▶ **How to complete this task**
Below are some entries; report how many of their lines contain the word "lists", giving nothing besides the number.

──────────

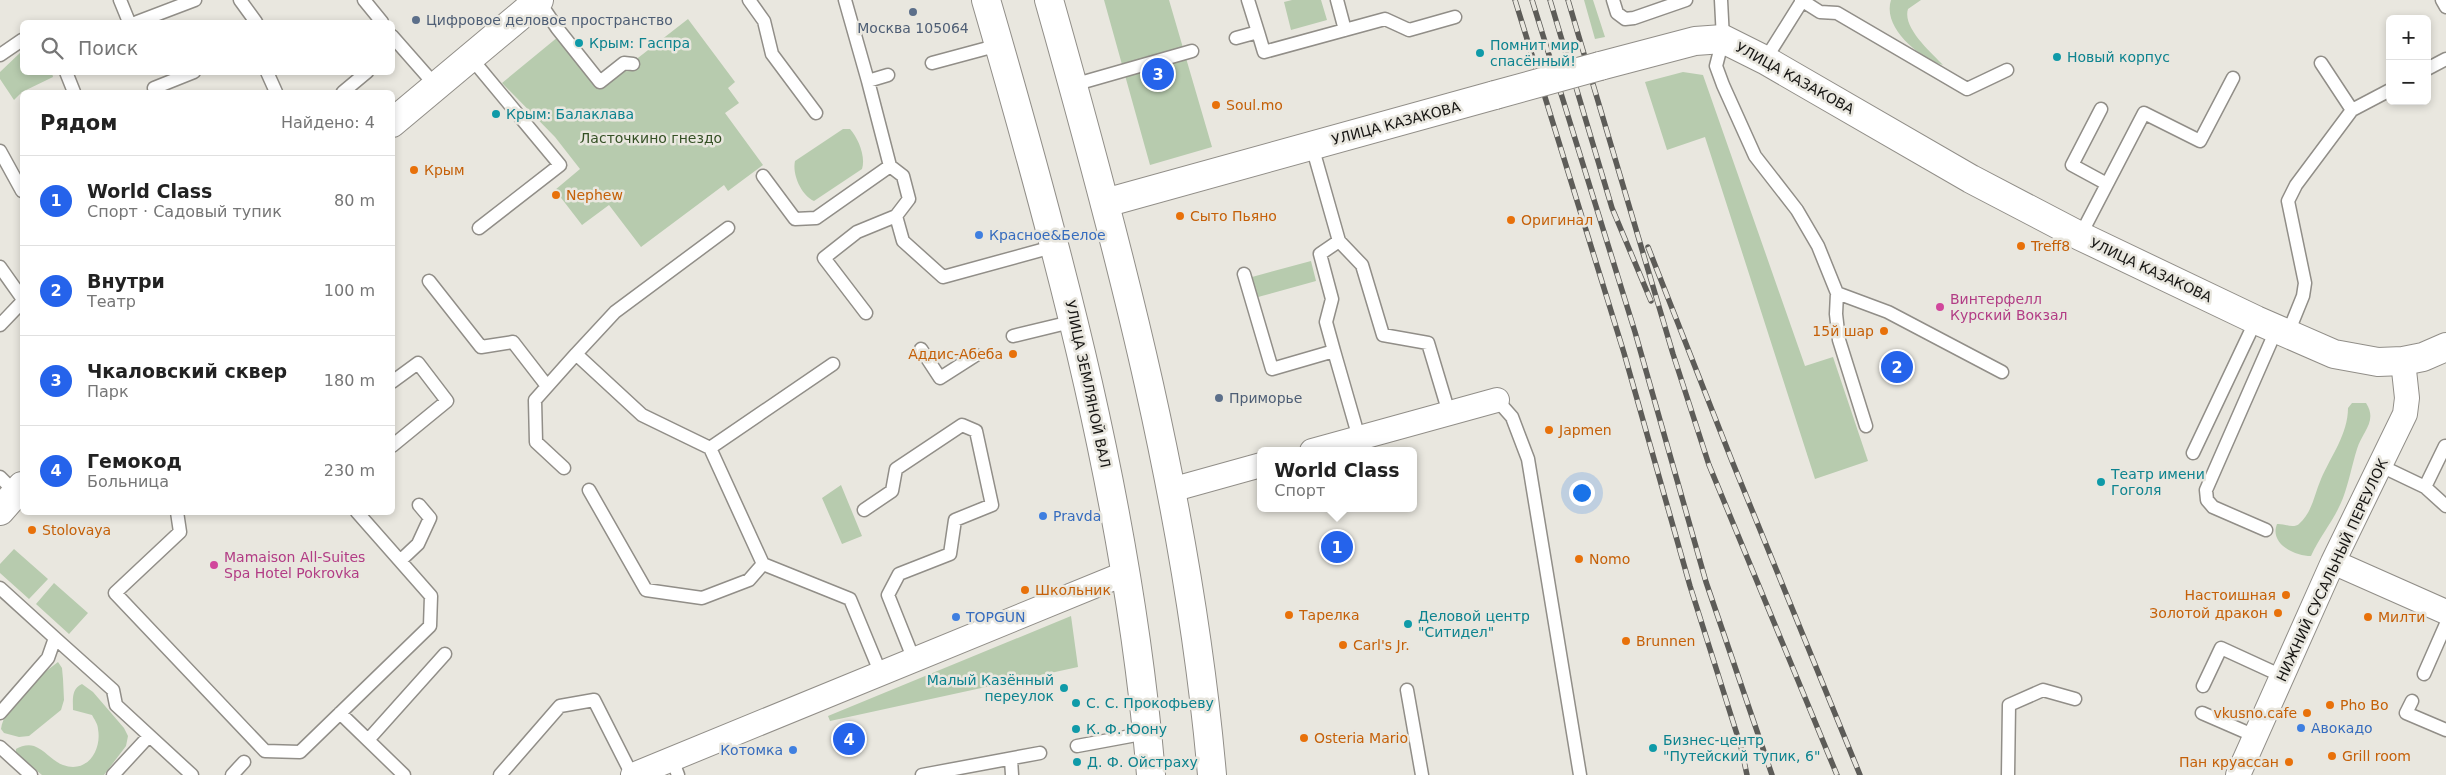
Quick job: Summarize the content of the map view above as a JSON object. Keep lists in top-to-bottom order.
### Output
{
  "streets": {
    "main road": ["УЛИЦА КАЗАКОВА", "УЛИЦА ЗЕМЛЯНОЙ ВАЛ"],
    "street": ["НИЖНИЙ СУСАЛЬНЫЙ ПЕРЕУЛОК"]
  },
  "crossings": [
    ["УЛИЦА КАЗАКОВА", "НИЖНИЙ СУСАЛЬНЫЙ ПЕРЕУЛОК"]
  ],
  "parks": ["Ласточкино гнездо"],
  "places": [
    "Москва 105064",
    "Цифровое деловое пространство",
    "Крым: Гаспра",
    "Помнит мир спасённый!",
    "Новый корпус",
    "Soul.mo",
    "Крым: Балаклава",
    "Крым",
    "Nephew",
    "Сыто Пьяно",
    "Оригинал",
    "Красное&Белое",
    "Treff8",
    "Винтерфелл Курский Вокзал",
    "15й шар",
    "Аддис-Абеба",
    "Приморье",
    "Japmen",
    "Театр имени Гоголя",
    "Pravda",
    "Stolovaya",
    "Nomo",
    "Mamaison All-Suites Spa Hotel Pokrovka",
    "Школьник",
    "Настоишная",
    "Золотой дракон",
    "Тарелка",
    "TOPGUN",
    "Милти",
    "Деловой центр \"Ситидел\"",
    "Brunnen",
    "Carl's Jr.",
    "Малый Казённый переулок",
    "С. С. Прокофьеву",
    "Pho Bo",
    "vkusno.cafe",
    "Авокадо",
    "К. Ф. Юону",
    "Osteria Mario",
    "Бизнес-центр \"Путейский тупик, 6\"",
    "Котомка",
    "Grill room",
    "Д. Ф. Ойстраху",
    "Пан круассан"
  ],
  "page": {
    "map_buttons": ["+", "−"],
    "search": "Поиск",
    "pins": [
      "3",
      "2",
      "1",
      "4"
    ],
    "heading": ["Рядом", "Найдено: 4"],
    "list": [
      {
        "mark": "1",
        "name": "World Class",
        "note": "Спорт · Садовый тупик",
        "value": "80 m"
      },
      {
        "mark": "2",
        "name": "Внутри",
        "note": "Театр",
        "value": "100 m"
      },
      {
        "mark": "3",
        "name": "Чкаловский сквер",
        "note": "Парк",
        "value": "180 m"
      },
      {
        "mark": "4",
        "name": "Гемокод",
        "note": "Больница",
        "value": "230 m"
      }
    ],
    "popup": ["World Class", "Спорт"]
  }
}
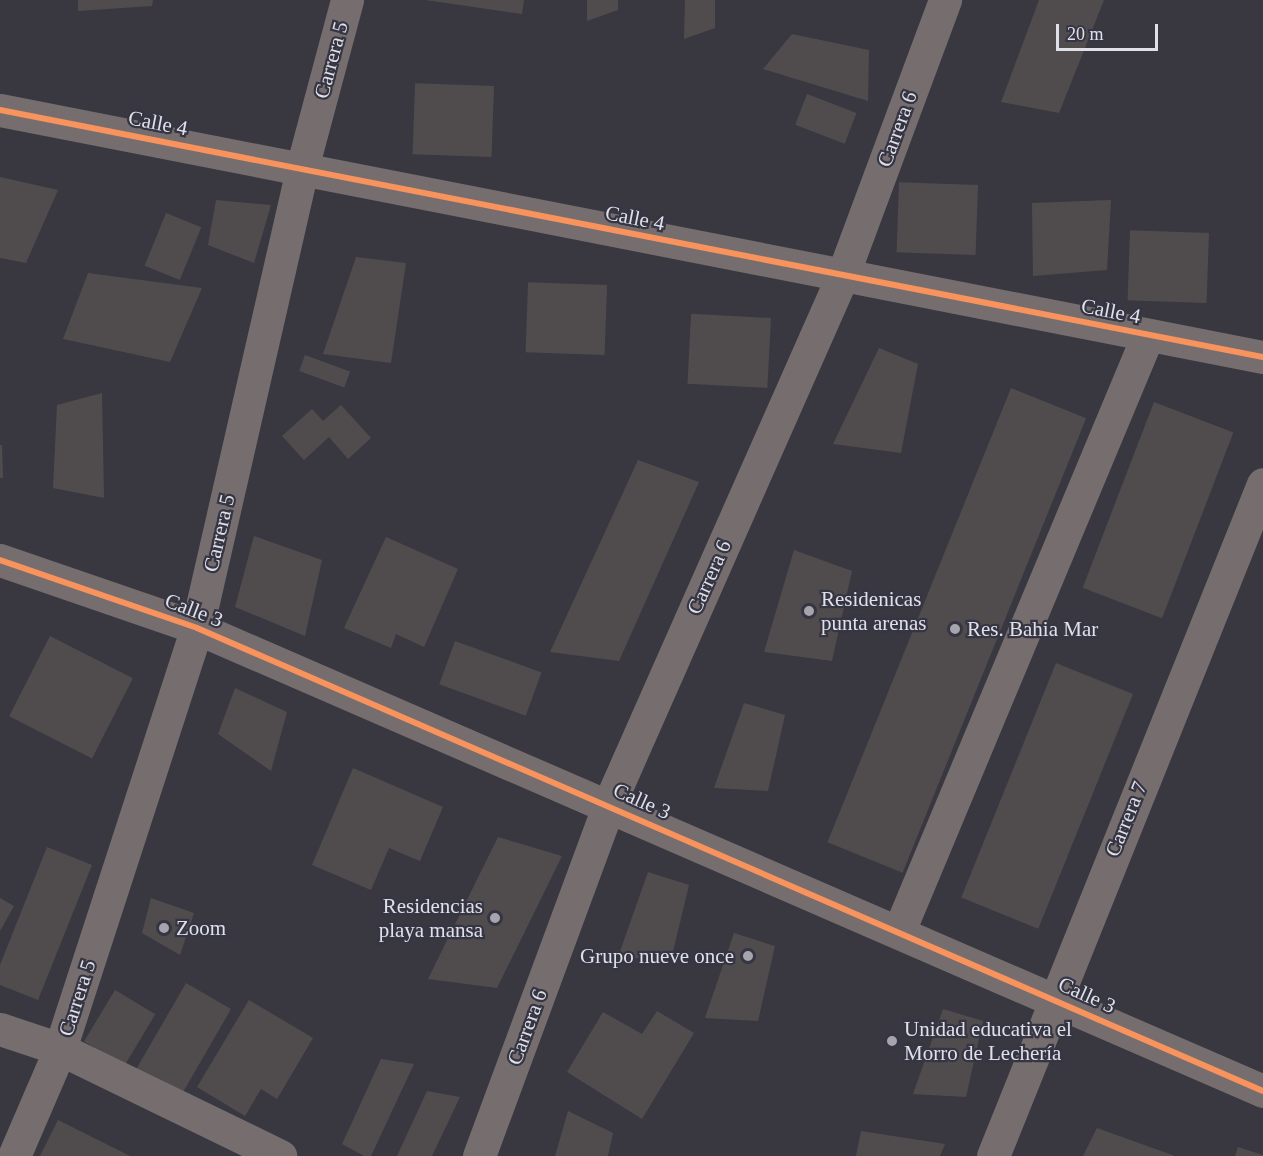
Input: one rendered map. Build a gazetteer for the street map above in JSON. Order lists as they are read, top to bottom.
{
  "streets": {
    "street": [
      "Carrera 5",
      "Calle 4",
      "Carrera 6",
      "Calle 3",
      "Carrera 7"
    ]
  },
  "crossings": [
    ["Carrera 5", "Calle 4"],
    ["Carrera 5", "Calle 3"],
    ["Calle 4", "Carrera 6"],
    ["Carrera 6", "Calle 3"],
    ["Calle 3", "Carrera 7"]
  ],
  "places": [
    "Residenicas punta arenas",
    "Res. Bahia Mar",
    "Residencias playa mansa",
    "Zoom",
    "Grupo nueve once",
    "Unidad educativa el Morro de Lechería"
  ],
  "scale_bar": "20 m"
}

──────────

▶ **Answer section**
2